* [DATA SUPPLIED]:
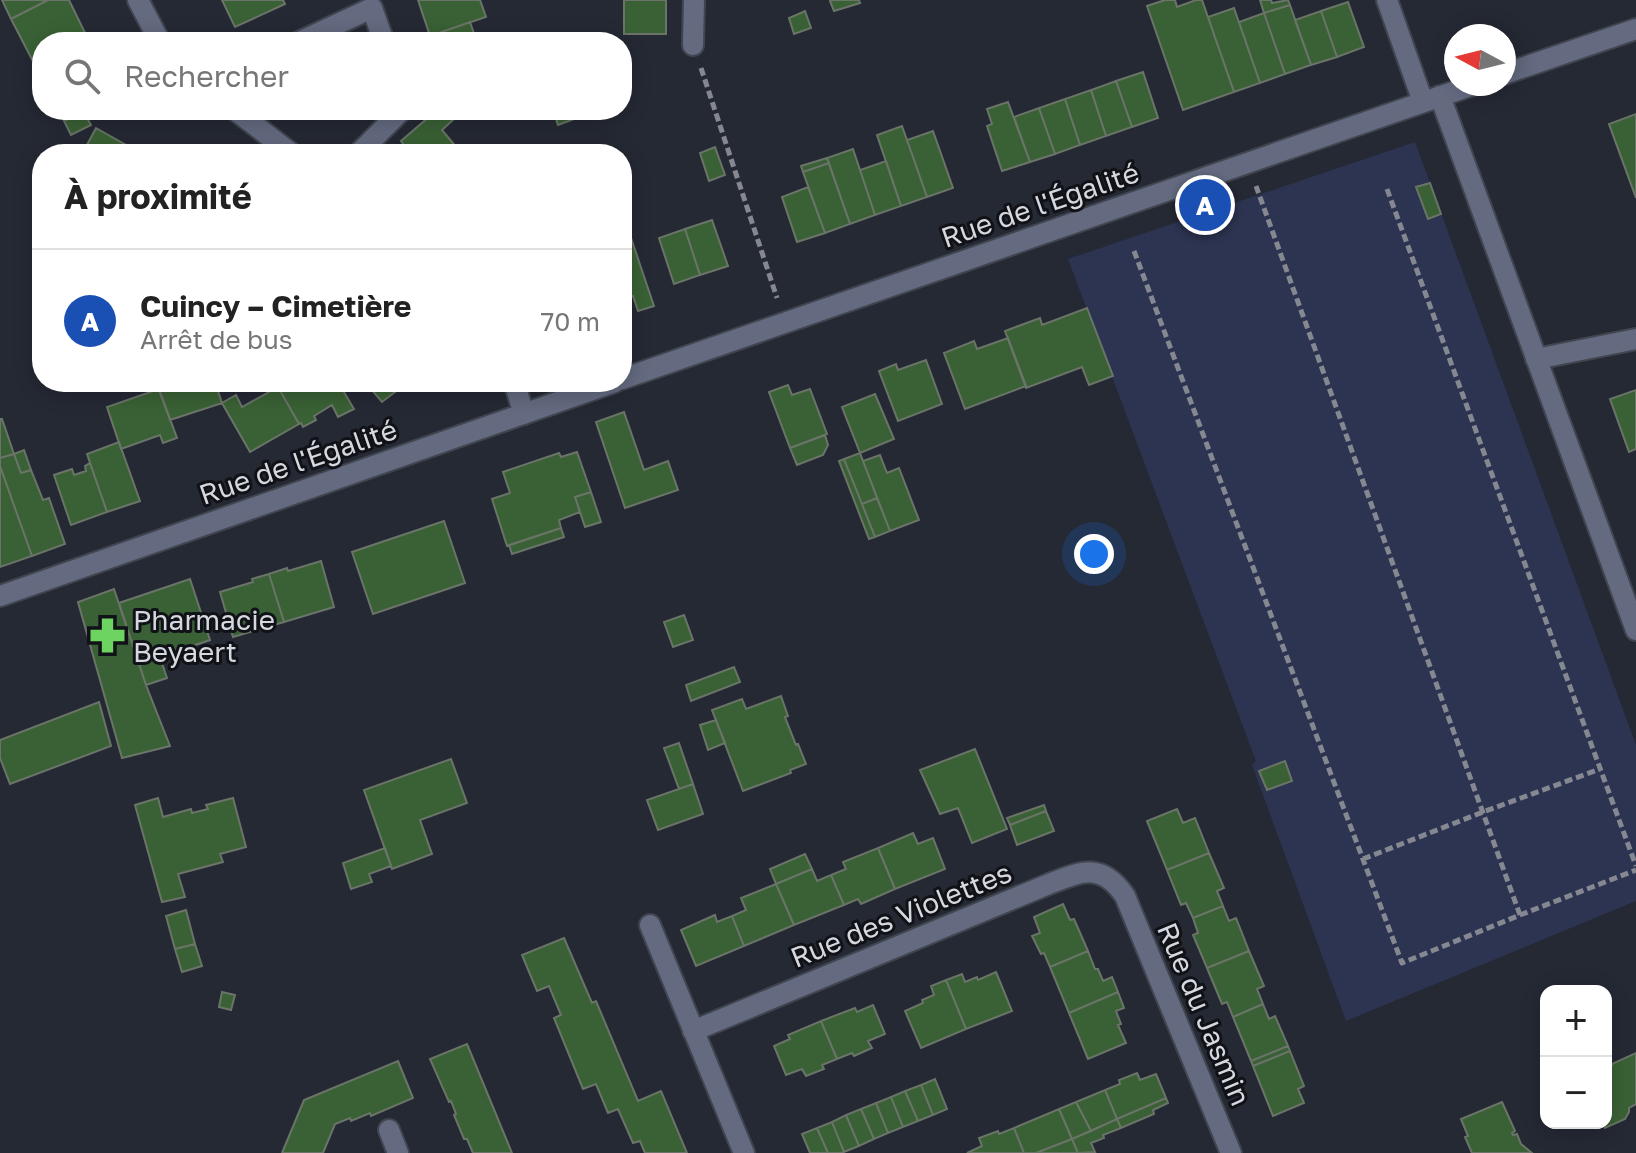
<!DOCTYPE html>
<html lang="fr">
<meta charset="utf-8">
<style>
:root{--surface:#fff;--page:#f2f2f2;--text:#222;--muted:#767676;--line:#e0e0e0;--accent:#1a73e8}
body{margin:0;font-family:"Golos Text",sans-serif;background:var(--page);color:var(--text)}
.controls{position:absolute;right:24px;bottom:24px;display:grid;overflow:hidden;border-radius:16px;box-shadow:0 4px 20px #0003}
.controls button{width:72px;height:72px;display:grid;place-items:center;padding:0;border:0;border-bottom:2px solid var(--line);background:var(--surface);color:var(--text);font:40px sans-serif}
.compass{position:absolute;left:1444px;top:24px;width:72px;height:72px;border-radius:50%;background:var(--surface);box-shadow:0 4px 20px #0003;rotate:277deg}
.you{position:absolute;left:1094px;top:554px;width:28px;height:28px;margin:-20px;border:6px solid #fff;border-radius:50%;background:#1a73e8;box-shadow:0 0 0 12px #1a73e833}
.badge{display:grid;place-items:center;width:52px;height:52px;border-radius:50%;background:var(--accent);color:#fff;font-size:26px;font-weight:700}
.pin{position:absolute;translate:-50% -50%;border:4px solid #fff;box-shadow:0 2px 8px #0006}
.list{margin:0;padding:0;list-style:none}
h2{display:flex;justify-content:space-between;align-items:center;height:104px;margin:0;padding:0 32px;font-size:34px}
h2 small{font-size:26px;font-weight:400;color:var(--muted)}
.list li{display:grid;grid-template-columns:52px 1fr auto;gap:24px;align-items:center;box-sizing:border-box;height:144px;padding:0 32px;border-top:2px solid var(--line)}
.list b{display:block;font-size:30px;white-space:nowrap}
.list p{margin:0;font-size:26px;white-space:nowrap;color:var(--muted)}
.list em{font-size:26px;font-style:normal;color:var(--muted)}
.icon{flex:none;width:44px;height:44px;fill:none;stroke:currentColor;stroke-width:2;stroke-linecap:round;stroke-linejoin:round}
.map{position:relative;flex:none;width:1636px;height:1153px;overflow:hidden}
.search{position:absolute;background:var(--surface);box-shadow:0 4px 20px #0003;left:32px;top:32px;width:600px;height:88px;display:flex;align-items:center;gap:20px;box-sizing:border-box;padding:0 28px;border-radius:32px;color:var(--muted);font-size:30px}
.panel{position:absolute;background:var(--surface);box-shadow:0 4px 20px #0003;left:32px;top:144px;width:600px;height:248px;border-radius:32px}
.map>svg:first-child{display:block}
.green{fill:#2d3451}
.building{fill:#3a6135;stroke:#6a7468;stroke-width:2}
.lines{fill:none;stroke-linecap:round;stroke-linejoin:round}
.minor-casing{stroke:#414550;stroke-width:24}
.path{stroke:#858891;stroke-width:5;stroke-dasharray:8 4;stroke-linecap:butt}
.minor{stroke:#646b81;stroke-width:20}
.labels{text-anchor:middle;stroke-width:6;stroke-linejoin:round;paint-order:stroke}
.street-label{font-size:28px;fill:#d6d8e0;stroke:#101217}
.poi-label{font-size:28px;fill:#d6d8e0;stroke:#101217;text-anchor:start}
</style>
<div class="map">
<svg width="1636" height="1153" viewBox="0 0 1636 1153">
<rect width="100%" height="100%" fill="#252934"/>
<!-- green -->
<path class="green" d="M1415 142 1636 745V901L1346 1021 1252 765 1256 761 1068 259Z"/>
<!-- building -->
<path class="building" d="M2 0H48L11 19Z
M48 0H69L89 41 42 42V66L37 69 11 19Z
M222 0H283L285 4 235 27Z
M418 0H480L486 17 430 36Z
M624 0H666V34H624Z
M833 0H859L860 3 834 11 830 1Z
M1165 0H1175L1177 7 1196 0H1202L1234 92 1183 110 1147 6Z
M1260 0H1271L1272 3 1288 0 1290 5 1264 13Z
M1348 2 1364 47 1337 57 1321 11Z
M1290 5 1311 65 1285 74 1264 13Z
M1234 8 1260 83 1234 92 1208 17Z
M805 11 811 28 794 34 789 18Z
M1321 11 1337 57 1311 65 1295 20Z
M1264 13 1285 74 1260 83 1239 22Z
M470 22 477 42H432L430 36Z
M1143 72 1158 118 1132 127 1116 81Z
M1116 81 1132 127 1106 136 1091 90Z
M1091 90 1106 136 1080 145 1065 99Z
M1065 99 1080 145 1055 154 1039 108Z
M1008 102 1030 162 1002 171 987 126 992 124 987 109Z
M1039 108 1055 154 1030 162 1014 117Z
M437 110H447L454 119 442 130 462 154H410L401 141Z
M553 110H574L577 118 558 125Z
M83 111 91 125 71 135 64 121Z
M1636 114V198L1609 124Z
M902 126 927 197 901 206 877 135Z
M96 128 142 154H82Z
M933 131 953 188 927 197 907 140Z
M715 147 725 175 709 181 700 153Z
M853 149 875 215 850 224 827 158Z
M827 158 829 163 803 172 801 166Z
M886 161 901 206 875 215 860 170Z
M829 163 850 224 825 233 803 172Z
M1430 183 1441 214 1428 219 1416 187Z
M808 187 825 233 797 242 782 197Z
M712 220 728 266 700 275 685 229Z
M628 229 654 306 638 311 633 296 622 299V231Z
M685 229 700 275 674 284 659 238Z
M1087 308 1113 376 1089 385 1082 367 1026 388 1005 331 1040 318 1042 325Z
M1008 338 1026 386 965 409 944 353 974 341 977 349Z
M926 360 942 404 898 421 879 371 896 364 898 370Z
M156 382H215L222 403 170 420Z
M287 382H338L354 409 338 417 332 405 314 416 316 420 303 427 301 423 299 424 278 387Z
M365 382H408L382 402Z
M788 385 792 395 810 389 827 434 790 448 769 392Z
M278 387 299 424 250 452 222 403 236 395 242 407Z
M159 389 177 438 163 443 160 435 121 449 107 407Z
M1636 390V449L1629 452 1610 399Z
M875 394 894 439 860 453 842 407Z
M624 412 644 470 668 461 678 490 625 508 596 422Z
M0 419H2L14 454 0 458Z
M825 435 828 445 823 455 797 465 790 448Z
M119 442 140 501 107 512 87 454Z
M24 450 31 470 21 473 14 454Z
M577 452 591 492 575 497 580 512 559 520 561 528 507 546 492 499 510 493 503 472 559 453 561 457Z
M860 453 877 498 862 504 844 459Z
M14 454 21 473 31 470 43 500 49 498 65 544 32 556 0 466V458Z
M880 455 887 473 899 468 919 520 890 531 863 461Z
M844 459 862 504 875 537 869 539 839 461Z
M90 463 107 512 71 525 54 475 72 469 74 475 86 471 85 466Z
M0 466 32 556 0 567Z
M591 492 601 522 585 527 575 497Z
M877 498 890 531 875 537 862 504Z
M444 521 465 583 373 614 352 552Z
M561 528 564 537 512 554 509 545Z
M321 561 334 607 284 622 269 574 287 568 288 571Z
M269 574 284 622 233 637 220 592 253 582 252 579Z
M190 579 210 640 160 657 167 678 146 685 119 603Z
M114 589 146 685 170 746 122 758 78 602Z
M684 615 693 640 673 647 664 622Z
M734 667 740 682 691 701 686 685Z
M781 696 788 716 785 717 796 745 798 744 806 764 790 770 791 773 743 791 712 710 742 699 746 709Z
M99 702 111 746 10 784 0 758V740Z
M716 720 725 743 708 750 700 725Z
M679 743 693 784 679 789 664 748Z
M975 749 1007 829 972 843 958 808 940 814 920 770Z
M451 759 467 803 420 820 432 854 392 869 364 790Z
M1285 761 1292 781 1267 790 1259 771Z
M693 784 703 814 658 830 647 800Z
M158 798 163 817 191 809 192 813 208 809 206 805 233 798 246 847 220 854 223 862 178 874 185 897 162 902 135 805Z
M1044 805 1046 811 1010 825 1007 818Z
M1177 809 1183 823 1195 818 1209 853 1167 870 1147 821Z
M1046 811 1054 831 1017 845 1010 825Z
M913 833 918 844 933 838 945 869 895 889 878 848Z
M385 848 391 866 369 874 372 882 351 889 343 863Z
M878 848 895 889 861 904 858 899 844 905 831 875 846 869 843 862Z
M1209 853 1224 888 1217 891 1223 906 1193 918 1186 903 1181 905 1167 870Z
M805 854 812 869 776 884 770 869Z
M812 869 817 881 831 875 844 905 794 925 776 884Z
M776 884 794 925 744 946 732 916 746 910 741 898Z
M1063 904 1070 920 1074 919 1088 951 1050 967 1044 953 1041 954 1032 936 1040 933 1034 917Z
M1223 906 1229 921 1236 918 1249 951 1207 968 1193 935 1198 933 1193 918Z
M186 910 195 944 175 949 166 916Z
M715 915 717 922 732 916 744 946 696 966 681 930Z
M564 938 592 1003 596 1001 638 1101 661 1091 687 1153H645L640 1141 633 1143 618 1109 608 1113 596 1084 583 1089 554 1018 561 1015 549 986 537 991 522 955Z
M195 944 202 966 182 972 175 949Z
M1088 951 1095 969H1098L1103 981 1112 977 1118 992 1069 1013 1050 967Z
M1249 951 1264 986 1257 989 1263 1004 1233 1017 1227 1002 1222 1004 1207 968Z
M996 972 1012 1011 966 1029 946 980 962 974 965 982 977 977 978 980Z
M946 980 966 1029 921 1048 905 1011 923 1003 922 1000 934 995 931 986Z
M222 992 235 995 231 1010 219 1007Z
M1118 992 1124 1008 1116 1011 1121 1024 1118 1025 1126 1043 1088 1059 1069 1013Z
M1263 1004 1269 1019 1275 1016 1288 1046 1251 1061 1233 1017Z
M873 1005 885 1034 868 1041 872 1048 854 1056 852 1053 837 1059 821 1021 855 1008 857 1012Z
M821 1021 837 1059 822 1065 824 1069 806 1076 802 1069 786 1075 774 1046 790 1039 788 1035Z
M467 1044 512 1153H473L467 1139H464L454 1115 456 1114 451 1101 449 1102 430 1059Z
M1288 1046 1290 1051 1253 1066 1251 1061Z
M1290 1051 1304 1086 1298 1089 1304 1103 1273 1116 1253 1066Z
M1636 1053V1104L1629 1108V1112L1625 1119 1605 1128 1603 1123H1606V1072L1610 1070 1612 1064Z
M398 1061 413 1098 371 1116 370 1113 351 1121 350 1118 335 1124 323 1153H282L304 1100Z
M1137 1073 1140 1080 1156 1074 1166 1098 1117 1119 1105 1090 1120 1084 1119 1080Z
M935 1079 947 1109 933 1115 921 1085Z
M921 1085 933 1115 918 1121 905 1091Z
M1105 1090 1117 1119 1091 1131 1076 1102Z
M905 1091 918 1121 903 1127 891 1097Z
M891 1097 903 1127 888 1133 876 1103Z
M1166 1098 1168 1103 1153 1110 1154 1114 1121 1128 1117 1119Z
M1076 1102 1091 1131 1072 1139 1059 1109Z
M1502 1102 1515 1131 1512 1133 1513 1135 1517 1134 1521 1144 1532 1153H1472L1465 1137 1468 1136 1461 1119Z
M876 1103 888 1133 874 1139 861 1109Z
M861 1109 874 1139 859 1146 846 1115Z
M1059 1109 1072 1139 1036 1153H1024L1014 1128Z
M846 1115 859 1146 844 1152 832 1122Z
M1117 1119 1121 1128 1103 1135 1104 1138 1091 1143 1095 1152 1078 1153 1072 1139Z
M832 1122 844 1152 841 1153H828L817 1128Z
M817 1128 828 1153H810L802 1134Z
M1014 1128 1024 1153H967L982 1146 979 1138 998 1131 999 1134Z
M1072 1139 1078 1153H1036Z"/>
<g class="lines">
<defs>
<path id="minor" d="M138 0 160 42
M1387 0 1423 102
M299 42 372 8 384 42
M693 45 694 0
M1504 74 1636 29
M1440 96 1636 630
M235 110 292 154
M358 154 402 110
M1536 359 1636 339
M622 379 1476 84
M514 382 524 414
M0 596 615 382
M650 925 744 1153
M693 1031 1049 884C1082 871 1102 862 1125 896L1231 1153
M389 1130 398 1153"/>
</defs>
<!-- minor casing -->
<use href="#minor" class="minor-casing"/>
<!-- path -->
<path class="path" d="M701 68 777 298
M1387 189 1636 866
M1134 251 1402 963 1520 915 1256 186
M1363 859 1483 812 1600 769
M1520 915 1636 870"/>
<!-- minor -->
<use href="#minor" class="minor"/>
</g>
<!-- icons -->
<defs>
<symbol id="pharmacy-bare" viewBox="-9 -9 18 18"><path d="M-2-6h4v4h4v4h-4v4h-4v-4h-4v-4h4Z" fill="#6dd361" stroke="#101217" stroke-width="2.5" paint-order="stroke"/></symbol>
</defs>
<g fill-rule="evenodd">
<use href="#pharmacy-bare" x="82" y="610" width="51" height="51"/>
</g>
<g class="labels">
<!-- street labels -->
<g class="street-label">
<text transform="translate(1040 205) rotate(-19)" y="10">Rue de l'Égalité</text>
<text transform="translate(298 462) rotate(-19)" y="10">Rue de l'Égalité</text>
<text transform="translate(901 915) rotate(-22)" y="10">Rue des Violettes</text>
<text transform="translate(1204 1014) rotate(67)" y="10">Rue du Jasmin</text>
</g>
<!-- poi labels -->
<g class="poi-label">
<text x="133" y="630">Pharmacie<tspan x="133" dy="32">Beyaert</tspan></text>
</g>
</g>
</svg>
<div class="controls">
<button>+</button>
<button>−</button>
</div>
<svg class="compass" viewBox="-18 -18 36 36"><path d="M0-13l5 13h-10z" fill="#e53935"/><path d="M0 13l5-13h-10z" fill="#767676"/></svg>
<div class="you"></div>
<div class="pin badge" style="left:1205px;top:205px;background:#1a4fb4">A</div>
<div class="search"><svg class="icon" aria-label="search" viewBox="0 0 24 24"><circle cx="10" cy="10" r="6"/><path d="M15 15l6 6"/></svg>Rechercher</div>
<section class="panel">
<h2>À proximité<small></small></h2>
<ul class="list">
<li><span class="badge" style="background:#1a4fb4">A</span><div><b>Cuincy – Cimetière</b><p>Arrêt de bus</p></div><em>70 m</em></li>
</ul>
</section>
</div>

* [WHAT THE TASK ASKS]: In the records above, find each line with the word "controls" and copy it out.

* [OUTPUT FOR THIS TASK]:
.controls{position:absolute;right:24px;bottom:24px;display:grid;overflow:hidden;border-radius:16px;box-shadow:0 4px 20px #0003}
.controls button{width:72px;height:72px;display:grid;place-items:center;padding:0;border:0;border-bottom:2px solid var(--line);background:var(--surface);color:var(--text);font:40px sans-serif}
<div class="controls">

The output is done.